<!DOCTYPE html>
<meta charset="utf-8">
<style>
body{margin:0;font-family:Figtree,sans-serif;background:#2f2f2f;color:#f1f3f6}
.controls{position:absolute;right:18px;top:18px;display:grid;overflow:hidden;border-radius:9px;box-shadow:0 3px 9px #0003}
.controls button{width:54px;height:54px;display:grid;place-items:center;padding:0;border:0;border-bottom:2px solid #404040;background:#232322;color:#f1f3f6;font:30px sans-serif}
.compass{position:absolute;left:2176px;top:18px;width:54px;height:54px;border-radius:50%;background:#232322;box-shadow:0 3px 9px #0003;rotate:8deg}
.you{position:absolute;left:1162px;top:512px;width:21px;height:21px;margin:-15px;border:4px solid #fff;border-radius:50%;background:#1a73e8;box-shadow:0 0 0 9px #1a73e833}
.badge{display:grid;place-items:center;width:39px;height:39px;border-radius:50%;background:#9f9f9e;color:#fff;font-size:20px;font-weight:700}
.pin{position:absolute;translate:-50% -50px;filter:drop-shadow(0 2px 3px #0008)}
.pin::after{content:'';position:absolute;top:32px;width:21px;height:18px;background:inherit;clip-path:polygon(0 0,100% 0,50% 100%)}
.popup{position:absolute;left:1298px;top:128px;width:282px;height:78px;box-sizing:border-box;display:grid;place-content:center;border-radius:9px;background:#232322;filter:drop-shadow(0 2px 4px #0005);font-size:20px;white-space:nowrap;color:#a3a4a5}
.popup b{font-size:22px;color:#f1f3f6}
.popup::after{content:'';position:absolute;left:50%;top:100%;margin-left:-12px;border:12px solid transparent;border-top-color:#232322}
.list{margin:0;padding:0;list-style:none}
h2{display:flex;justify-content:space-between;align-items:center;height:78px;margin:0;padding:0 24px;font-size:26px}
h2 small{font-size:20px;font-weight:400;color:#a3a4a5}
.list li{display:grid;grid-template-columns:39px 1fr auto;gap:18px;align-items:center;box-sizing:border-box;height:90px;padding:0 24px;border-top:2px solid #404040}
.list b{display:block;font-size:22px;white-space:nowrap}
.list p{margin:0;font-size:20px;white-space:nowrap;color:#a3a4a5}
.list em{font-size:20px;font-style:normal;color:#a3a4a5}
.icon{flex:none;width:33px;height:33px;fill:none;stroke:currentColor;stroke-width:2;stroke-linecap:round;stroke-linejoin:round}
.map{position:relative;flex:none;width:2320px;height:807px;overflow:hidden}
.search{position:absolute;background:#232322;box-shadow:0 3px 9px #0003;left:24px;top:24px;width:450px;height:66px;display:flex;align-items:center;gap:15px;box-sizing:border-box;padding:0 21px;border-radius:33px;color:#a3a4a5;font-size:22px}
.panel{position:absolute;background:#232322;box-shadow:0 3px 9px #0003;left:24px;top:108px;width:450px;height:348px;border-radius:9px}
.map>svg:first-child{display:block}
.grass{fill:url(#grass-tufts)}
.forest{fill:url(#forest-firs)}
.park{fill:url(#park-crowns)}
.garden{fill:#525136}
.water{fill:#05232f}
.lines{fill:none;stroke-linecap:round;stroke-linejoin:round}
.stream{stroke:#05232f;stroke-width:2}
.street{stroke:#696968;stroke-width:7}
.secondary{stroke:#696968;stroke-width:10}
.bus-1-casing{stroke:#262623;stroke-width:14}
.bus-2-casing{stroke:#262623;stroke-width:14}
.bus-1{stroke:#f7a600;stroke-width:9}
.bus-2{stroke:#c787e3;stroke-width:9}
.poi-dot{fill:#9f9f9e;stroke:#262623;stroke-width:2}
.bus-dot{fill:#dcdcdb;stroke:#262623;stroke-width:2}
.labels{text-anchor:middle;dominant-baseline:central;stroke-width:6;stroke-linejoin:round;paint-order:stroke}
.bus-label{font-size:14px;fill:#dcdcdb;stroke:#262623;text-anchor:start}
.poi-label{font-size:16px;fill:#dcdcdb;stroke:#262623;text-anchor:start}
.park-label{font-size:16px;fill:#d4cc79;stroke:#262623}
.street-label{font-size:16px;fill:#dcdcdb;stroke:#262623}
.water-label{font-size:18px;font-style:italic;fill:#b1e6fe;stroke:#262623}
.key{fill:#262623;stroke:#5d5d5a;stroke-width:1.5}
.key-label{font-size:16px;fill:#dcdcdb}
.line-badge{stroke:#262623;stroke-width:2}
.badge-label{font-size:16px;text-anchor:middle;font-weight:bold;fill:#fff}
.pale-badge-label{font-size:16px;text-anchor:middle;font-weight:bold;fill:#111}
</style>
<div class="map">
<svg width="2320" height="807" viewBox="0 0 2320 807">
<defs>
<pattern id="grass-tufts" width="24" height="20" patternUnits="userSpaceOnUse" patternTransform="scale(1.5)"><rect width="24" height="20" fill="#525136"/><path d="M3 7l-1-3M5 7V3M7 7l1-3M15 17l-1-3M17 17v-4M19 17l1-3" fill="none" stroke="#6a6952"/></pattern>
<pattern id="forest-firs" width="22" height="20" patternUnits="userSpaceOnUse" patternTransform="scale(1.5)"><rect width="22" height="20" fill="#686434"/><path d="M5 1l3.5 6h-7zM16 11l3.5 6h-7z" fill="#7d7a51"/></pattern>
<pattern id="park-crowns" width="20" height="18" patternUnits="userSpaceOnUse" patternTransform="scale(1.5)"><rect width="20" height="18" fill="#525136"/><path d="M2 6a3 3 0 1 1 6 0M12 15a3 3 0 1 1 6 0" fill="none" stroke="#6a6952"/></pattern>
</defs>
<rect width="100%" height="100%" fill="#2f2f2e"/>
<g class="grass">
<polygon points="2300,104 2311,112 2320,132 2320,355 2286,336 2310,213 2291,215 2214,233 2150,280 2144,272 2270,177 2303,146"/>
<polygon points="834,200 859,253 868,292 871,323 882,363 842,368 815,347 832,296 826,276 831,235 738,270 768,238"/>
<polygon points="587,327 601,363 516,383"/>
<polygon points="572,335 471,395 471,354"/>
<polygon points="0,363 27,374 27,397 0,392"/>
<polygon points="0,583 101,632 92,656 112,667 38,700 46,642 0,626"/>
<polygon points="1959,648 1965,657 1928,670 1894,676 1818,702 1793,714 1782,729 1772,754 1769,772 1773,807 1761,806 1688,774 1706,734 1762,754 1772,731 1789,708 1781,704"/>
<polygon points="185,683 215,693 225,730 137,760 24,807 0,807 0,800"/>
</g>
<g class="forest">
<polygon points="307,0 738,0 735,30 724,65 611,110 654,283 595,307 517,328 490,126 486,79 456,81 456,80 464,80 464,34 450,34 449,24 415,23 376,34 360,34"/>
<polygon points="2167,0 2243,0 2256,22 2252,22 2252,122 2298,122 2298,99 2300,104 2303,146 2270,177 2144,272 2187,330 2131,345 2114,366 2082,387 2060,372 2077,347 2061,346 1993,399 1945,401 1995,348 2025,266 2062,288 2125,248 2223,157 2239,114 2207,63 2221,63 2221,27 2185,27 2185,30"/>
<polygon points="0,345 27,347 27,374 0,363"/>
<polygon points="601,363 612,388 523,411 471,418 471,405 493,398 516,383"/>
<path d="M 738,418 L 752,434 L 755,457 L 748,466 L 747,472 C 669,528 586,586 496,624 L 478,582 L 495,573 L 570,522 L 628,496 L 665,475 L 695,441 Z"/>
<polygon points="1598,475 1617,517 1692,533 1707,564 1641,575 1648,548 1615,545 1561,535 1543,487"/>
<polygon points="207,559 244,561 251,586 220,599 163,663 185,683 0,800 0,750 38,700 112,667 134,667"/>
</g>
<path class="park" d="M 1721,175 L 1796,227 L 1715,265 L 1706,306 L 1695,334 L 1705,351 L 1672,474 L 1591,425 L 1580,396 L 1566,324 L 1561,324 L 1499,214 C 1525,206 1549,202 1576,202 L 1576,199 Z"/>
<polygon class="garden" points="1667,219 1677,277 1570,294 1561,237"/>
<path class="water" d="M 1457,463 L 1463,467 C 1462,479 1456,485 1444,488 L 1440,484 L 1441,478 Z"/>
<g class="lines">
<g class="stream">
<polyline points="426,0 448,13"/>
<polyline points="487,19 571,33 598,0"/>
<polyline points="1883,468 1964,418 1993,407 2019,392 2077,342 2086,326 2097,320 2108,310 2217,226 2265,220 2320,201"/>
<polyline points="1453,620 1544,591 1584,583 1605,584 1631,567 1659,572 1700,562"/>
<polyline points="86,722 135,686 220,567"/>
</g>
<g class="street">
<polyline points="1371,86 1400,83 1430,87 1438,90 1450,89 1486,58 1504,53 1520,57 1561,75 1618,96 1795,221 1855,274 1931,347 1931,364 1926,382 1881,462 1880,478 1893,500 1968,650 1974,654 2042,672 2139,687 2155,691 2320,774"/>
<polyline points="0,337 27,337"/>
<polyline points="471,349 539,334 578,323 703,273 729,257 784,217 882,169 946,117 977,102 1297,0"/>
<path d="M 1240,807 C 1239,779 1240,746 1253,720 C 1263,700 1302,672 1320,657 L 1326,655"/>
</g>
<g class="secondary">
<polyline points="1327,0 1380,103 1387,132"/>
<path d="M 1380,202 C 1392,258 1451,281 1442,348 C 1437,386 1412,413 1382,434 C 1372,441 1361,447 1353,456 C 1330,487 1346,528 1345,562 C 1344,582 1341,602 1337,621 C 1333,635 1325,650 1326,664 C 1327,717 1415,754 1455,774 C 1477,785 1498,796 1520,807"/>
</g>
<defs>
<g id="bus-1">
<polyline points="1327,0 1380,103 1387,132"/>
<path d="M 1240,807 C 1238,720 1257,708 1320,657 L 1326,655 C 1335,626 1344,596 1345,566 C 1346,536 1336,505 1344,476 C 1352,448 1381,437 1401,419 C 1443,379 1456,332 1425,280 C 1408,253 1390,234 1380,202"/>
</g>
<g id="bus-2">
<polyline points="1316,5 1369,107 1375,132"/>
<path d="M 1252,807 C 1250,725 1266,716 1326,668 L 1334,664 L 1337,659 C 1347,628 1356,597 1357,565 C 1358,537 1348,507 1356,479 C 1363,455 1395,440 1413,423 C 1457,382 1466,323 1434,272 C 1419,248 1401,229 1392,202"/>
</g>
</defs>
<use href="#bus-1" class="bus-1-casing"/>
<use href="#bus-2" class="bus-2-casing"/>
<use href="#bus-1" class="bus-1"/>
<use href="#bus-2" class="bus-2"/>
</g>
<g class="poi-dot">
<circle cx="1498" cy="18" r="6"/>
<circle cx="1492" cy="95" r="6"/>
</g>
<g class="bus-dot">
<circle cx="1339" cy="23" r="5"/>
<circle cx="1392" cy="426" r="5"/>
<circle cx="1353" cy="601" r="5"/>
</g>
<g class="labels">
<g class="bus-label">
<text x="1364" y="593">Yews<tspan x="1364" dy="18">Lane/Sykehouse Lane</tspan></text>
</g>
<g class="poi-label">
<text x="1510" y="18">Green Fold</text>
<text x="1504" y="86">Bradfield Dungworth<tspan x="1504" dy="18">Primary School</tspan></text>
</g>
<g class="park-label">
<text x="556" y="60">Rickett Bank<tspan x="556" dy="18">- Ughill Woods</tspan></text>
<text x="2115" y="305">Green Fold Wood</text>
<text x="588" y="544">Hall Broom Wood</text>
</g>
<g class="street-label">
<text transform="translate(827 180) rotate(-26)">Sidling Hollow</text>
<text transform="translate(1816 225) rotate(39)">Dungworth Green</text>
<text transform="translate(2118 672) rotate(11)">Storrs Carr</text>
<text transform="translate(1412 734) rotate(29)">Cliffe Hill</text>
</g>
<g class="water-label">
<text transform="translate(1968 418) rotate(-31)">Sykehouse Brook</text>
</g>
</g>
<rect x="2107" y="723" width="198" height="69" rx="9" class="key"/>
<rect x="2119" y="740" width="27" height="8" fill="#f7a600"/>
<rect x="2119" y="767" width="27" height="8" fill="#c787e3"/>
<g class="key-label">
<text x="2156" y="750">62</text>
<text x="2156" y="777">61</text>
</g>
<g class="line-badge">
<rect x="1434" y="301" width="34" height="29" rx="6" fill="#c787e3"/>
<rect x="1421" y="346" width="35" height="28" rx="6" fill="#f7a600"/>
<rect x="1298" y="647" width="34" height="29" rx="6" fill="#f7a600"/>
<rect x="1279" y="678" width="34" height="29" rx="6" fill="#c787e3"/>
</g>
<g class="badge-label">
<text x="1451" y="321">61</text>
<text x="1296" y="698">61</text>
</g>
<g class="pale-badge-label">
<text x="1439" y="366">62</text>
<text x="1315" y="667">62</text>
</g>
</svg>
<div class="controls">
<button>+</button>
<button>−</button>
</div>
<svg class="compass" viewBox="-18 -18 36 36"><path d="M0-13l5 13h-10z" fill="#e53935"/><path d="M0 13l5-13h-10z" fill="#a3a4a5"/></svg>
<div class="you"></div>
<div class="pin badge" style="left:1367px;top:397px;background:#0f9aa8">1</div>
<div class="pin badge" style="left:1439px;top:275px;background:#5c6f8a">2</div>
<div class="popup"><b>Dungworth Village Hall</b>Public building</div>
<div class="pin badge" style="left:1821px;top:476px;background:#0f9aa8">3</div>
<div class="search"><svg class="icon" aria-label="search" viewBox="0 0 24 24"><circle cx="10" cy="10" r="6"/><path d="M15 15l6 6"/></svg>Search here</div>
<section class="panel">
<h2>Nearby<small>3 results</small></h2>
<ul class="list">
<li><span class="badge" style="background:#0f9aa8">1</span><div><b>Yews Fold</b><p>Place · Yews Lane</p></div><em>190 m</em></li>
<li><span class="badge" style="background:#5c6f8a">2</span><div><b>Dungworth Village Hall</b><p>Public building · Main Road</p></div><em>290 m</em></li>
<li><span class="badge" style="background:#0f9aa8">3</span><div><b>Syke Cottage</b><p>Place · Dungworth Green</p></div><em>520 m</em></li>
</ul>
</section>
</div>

====

→ **Your objective**: Show every line of the listing in which the string "filter" can be found.

→ **Answer to this exercise**:
.pin{position:absolute;translate:-50% -50px;filter:drop-shadow(0 2px 3px #0008)}
.popup{position:absolute;left:1298px;top:128px;width:282px;height:78px;box-sizing:border-box;display:grid;place-content:center;border-radius:9px;background:#232322;filter:drop-shadow(0 2px 4px #0005);font-size:20px;white-space:nowrap;color:#a3a4a5}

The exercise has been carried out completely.